One by one, Trump’s personal relationship with the
leader of each major U.S. ally has been fatally poisoned for example:
With German Chancellor Angela Merkel, whom Trump
had repeatedly taunted
and likened to Hillary Clinton during his 2016 campaign. She was the first
major leader to give up on Trump, saying through her spokesman: “It’s difficult
to overstate just how enraged Germany is about Trump.
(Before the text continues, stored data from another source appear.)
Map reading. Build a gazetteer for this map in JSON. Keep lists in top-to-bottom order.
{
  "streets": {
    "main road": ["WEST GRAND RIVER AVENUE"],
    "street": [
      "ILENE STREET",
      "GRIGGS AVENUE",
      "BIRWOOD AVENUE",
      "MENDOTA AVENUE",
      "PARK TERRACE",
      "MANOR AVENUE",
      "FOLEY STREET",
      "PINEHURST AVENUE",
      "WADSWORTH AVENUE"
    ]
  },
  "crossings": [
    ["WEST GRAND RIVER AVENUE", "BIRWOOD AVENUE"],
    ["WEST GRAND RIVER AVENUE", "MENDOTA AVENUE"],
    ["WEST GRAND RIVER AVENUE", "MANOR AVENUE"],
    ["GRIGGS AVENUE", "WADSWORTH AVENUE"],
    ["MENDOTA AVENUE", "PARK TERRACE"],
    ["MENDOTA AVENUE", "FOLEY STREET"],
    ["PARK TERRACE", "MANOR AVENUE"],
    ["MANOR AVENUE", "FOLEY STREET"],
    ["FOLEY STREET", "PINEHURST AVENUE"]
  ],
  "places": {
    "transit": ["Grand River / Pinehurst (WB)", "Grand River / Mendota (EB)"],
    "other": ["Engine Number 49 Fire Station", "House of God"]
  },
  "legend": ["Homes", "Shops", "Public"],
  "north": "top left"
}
And, in the UK, newspapers
print that Trump has grown frustrated with PM Theresa May and “her school
mistress tone.”
(May publicly corrected Trump’s circulation of fake videos
blaming Muslims for violence).
Trump says he sees May “As too politically correct” (Cited
by Trump advisers in the Washington Post).
Seems Trump gripes periodically about Merkel and May, largely because they
disagree with him on many issues and have had an uneasy rapport with him.
My 2 Cents: The article says it all very well and
concise – and as a matter of fact, Trump was a poor example and very undiplomatic
for the U.S. and our long stellar record on trade deals … he failed and our
closest and best allies all know it, too.
Not just on his recent tariff “deal” but on a host of other
agreements, treaties, deals, and such – in a word he is a dismal failure.
Now the world waits to see how Trump performs with Kim Jong-un when they meet in Singapore June 12 on the most-serious topic of all: Nuclear weapons and peace in Korea.